Dans son film de 1991 intitulé Plaisir d’amour, la cinéaste Nelly Kaplan reprend cet argument de la vigueur donjuanesque : la fin montre l’annonce que les trois femmes passent par télégramme pour remplacer le héros Guillaume de Burlador, descendant du célèbre Abuseur de Séville, et recruter un nouveau percepteur. Or le texte insiste sur la nécessité de présenter de « solides références » et une « santé indispensable ». Il est d’ailleurs significatif de mentionner que le protagoniste est méticuleusement ausculté lors de son arrivée sur l’île, sous l’œil attentif de ses employeuses. Cette scène rejoue d’ailleurs, en l’inversant, la scène célèbre du Dom Juan de Molière, dans laquelle le héros détaille les charmes de Charlotte sur la plage et les commente à Sganarelle8.

On retrouve dans le Don Juan 73 de Roger Vadim, significativement sous-titré « Et si Don Juan était une femme », cette image de Don Juan comme modèle de masculinité mais l’assimilation se fait au passé, sur un mode nostalgique, puisque Jeanne déplore que les hommes ne soient plus à la hauteur de l’idéal de force et de virilité véhiculé par le mythe. Cette idée d’affaiblissement du genre masculin rappelle certaines théories de Georges Gendarme de Bévotte, qui place justement Don Juan du côté de l’état de nature :

On peut même dire que le Donjuanisme est un instinct inné, primitivement normal, et qu’il n’est devenu une anomalie que par l’institution du mariage, par la force des lois et des mœurs, en même temps que par l’appauvrissement physique de la race9.

A partir de la seconde moitié du XXème siècle, Gregorio Marañon amorce une remise en question de ces travaux : « Si je proteste, c’est uniquement parce qu’on le considère comme l’homme parfait, car il est hors de doute qu’il ne l’est pas. Et aussi quand on parle […] de la puissance superbe de sa virilité10. » Selon le Docteur Marañon, Don Juan présenterait plutôt une « virilité équivoque11 », qui le rapprocherait davantage de la sexualité des adolescents. Le donjuanisme juvénile correspondrait ainsi à une étape normale d’indétermination sexuelle et c’est le prolongement de cette indétermination à l’âge adulte qui serait incompatible avec l’évolution de l’« homme véritable » :

L’homme véritable, dès qu’il est un homme mûr, cesse d’être un Don Juan. Ceux qui le demeurent effectivement jusqu’à la fin de leur vie c’est parce qu’ils conservent les traits de cette indétermination juvénile. Et c’est précisément un des secrets de leur pouvoir et de leur séduction12.

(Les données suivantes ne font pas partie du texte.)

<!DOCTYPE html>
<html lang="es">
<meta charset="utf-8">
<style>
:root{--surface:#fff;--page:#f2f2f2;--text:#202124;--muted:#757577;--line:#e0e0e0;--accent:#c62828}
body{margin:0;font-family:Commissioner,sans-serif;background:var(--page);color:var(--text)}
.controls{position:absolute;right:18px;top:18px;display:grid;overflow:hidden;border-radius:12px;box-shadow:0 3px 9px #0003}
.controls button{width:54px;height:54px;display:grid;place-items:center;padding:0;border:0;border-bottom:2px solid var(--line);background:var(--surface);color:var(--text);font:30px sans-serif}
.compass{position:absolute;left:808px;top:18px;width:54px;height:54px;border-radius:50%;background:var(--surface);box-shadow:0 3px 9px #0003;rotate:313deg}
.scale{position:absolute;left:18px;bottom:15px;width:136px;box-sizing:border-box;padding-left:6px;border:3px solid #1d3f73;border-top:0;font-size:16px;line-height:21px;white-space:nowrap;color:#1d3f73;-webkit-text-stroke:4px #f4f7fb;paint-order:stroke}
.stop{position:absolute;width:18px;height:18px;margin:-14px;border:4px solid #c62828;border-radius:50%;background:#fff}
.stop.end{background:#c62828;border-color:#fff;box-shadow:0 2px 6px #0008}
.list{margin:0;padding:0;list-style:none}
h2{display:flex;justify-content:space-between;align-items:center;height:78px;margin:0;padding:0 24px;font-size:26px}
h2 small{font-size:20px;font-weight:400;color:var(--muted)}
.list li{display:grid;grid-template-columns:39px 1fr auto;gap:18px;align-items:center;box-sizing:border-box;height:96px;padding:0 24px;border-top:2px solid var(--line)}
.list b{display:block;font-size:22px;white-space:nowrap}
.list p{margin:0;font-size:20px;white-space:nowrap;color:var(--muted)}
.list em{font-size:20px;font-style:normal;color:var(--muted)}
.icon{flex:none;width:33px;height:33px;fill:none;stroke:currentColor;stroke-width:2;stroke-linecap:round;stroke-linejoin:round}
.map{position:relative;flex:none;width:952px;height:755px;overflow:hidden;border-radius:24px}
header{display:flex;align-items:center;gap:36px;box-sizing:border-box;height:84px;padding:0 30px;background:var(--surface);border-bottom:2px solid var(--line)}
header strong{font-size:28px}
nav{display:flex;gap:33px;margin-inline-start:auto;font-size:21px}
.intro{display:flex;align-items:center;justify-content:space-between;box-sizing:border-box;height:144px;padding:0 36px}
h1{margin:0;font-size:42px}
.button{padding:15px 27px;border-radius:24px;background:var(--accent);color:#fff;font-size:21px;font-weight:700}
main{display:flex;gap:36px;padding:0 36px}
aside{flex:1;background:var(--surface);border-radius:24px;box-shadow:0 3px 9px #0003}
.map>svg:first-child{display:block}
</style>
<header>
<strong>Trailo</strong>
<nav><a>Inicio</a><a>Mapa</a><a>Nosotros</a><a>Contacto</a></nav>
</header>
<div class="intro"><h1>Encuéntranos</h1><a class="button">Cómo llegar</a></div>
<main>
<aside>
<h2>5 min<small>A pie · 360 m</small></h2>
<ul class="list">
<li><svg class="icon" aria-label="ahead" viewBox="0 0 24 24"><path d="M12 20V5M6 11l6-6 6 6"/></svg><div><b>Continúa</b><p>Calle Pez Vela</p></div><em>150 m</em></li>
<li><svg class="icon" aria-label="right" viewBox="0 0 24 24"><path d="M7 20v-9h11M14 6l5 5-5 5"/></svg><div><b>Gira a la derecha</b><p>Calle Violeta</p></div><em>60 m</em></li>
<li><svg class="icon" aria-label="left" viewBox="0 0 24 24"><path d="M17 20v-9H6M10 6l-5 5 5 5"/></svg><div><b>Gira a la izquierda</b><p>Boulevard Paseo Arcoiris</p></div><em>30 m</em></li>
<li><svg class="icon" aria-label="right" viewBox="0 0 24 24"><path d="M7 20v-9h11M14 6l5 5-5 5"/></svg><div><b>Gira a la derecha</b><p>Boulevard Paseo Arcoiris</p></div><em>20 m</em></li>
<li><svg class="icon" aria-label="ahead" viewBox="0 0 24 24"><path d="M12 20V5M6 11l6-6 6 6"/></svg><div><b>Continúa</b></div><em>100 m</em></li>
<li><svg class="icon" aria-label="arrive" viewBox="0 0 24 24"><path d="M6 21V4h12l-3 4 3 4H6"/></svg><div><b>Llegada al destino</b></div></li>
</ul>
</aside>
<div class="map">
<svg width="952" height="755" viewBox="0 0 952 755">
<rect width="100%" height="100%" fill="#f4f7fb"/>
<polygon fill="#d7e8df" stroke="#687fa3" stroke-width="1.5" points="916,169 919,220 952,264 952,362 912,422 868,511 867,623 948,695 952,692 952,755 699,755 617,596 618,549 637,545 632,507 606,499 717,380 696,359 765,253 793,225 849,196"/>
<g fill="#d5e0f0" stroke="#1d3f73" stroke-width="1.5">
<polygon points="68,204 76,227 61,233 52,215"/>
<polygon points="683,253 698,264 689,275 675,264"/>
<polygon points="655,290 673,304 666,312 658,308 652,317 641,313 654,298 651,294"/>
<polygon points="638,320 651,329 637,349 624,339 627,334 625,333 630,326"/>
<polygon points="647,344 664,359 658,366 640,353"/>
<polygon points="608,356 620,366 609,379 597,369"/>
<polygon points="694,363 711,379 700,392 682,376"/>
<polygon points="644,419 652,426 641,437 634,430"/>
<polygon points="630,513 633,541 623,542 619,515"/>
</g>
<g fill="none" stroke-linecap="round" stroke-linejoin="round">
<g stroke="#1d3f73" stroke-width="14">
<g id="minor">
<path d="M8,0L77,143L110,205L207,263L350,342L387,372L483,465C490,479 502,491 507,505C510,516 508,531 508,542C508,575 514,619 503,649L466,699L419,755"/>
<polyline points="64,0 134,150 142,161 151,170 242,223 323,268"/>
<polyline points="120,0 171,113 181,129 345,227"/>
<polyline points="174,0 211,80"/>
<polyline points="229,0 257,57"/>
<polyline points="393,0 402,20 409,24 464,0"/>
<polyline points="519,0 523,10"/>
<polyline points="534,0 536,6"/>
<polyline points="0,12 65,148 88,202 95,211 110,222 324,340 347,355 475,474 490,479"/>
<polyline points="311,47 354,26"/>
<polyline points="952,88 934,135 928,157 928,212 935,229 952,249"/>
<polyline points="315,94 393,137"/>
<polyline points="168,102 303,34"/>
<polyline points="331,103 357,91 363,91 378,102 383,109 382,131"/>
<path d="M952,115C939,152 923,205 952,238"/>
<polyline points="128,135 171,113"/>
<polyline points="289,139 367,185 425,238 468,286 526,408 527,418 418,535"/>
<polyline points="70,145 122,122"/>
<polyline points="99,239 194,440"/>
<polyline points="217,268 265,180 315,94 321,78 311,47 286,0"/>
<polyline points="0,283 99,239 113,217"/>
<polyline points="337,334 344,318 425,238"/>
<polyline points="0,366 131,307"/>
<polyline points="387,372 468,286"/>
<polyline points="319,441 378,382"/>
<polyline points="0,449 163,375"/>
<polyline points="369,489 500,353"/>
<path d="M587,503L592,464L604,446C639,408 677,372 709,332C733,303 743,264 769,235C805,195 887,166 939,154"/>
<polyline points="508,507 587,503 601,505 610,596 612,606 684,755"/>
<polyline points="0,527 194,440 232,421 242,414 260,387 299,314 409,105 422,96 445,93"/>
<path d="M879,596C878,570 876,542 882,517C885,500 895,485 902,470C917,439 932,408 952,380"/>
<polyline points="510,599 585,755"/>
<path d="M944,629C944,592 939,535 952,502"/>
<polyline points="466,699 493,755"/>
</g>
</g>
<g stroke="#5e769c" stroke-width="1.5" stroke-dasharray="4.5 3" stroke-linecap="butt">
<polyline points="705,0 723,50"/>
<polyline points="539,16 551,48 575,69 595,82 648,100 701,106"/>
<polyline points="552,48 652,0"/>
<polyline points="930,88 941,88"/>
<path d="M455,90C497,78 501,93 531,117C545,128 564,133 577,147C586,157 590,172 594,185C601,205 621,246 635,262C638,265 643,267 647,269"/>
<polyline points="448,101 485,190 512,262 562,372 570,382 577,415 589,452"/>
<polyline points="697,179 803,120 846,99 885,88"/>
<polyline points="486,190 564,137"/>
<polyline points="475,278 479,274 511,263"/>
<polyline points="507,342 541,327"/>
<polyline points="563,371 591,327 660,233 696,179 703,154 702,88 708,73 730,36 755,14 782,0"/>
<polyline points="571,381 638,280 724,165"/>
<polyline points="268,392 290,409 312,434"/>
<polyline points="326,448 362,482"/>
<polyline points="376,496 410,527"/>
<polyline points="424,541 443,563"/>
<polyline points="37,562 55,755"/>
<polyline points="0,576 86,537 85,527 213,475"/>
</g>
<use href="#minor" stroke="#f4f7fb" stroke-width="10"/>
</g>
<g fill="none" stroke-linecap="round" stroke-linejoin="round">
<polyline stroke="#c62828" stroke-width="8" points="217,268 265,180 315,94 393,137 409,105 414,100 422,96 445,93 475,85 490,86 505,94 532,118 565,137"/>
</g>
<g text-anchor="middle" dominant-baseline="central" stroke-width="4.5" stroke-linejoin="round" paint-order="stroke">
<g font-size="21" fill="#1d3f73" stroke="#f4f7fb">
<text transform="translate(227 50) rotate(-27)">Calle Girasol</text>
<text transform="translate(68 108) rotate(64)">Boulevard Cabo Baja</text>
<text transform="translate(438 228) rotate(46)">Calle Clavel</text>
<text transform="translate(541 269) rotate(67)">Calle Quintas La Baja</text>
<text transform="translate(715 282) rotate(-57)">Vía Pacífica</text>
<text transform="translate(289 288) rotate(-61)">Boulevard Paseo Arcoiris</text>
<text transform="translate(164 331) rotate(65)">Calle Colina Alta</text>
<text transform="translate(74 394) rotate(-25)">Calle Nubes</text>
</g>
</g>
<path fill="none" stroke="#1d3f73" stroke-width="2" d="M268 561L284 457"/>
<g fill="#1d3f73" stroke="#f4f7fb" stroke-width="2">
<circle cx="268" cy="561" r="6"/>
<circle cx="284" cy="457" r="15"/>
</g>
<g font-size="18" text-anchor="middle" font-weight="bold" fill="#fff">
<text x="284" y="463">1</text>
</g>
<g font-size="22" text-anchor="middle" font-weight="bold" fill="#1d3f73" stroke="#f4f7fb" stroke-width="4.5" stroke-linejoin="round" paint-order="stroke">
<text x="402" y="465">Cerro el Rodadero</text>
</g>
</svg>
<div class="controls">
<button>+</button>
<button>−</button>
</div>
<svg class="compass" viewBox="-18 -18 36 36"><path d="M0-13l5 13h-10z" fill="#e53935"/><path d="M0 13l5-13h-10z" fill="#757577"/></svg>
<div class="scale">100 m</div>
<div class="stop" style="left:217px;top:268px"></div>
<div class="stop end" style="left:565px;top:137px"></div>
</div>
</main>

Cette virilité équivoque renforcerait donc le pouvoir de séduction du personnage puisque « c’est lui, Don Juan, qui devient le centre de la gravitation sexuelle. Le mécanisme normal de l’amour en est donc bouleversé puisque l’attraction doit se produire en sens inverse13. »

Dans son roman La vie voluptueuse de Don Juan, Roger Fairelle insiste ainsi sur la beauté androgyne de son héros : « Tu as les plus jolis yeux qu’un garçon puisse avoir, mon petit Juanito. Plus jolis que ceux d’une jolie fille14. » Quant au dramaturge Roland Topor, il exploite encore plus pleinement, dans sa pièce L’Ambigu, ce motif de l’androgynie puisqu’il fait de l’émergence de cette « part de féminité » l’argument même de sa pièce :

Ces yeux ne sont pas les miens. Ni ces sourcils, ni cette bouche. Et les dents, minuscules ? Où sont mes dents majuscules ? […] Et ce nez, ce petit nez délicat n’a jamais été mon nez. J’avais un nez fort, busqué, un nez à caractère. Disparu le caractère ! D’ailleurs, de toute évidence, il ne s’agit pas d’un visage d’homme. Ça crève les yeux. Celui-ci a une tournure plus aimable. Joli minois, du reste… Belle femme15.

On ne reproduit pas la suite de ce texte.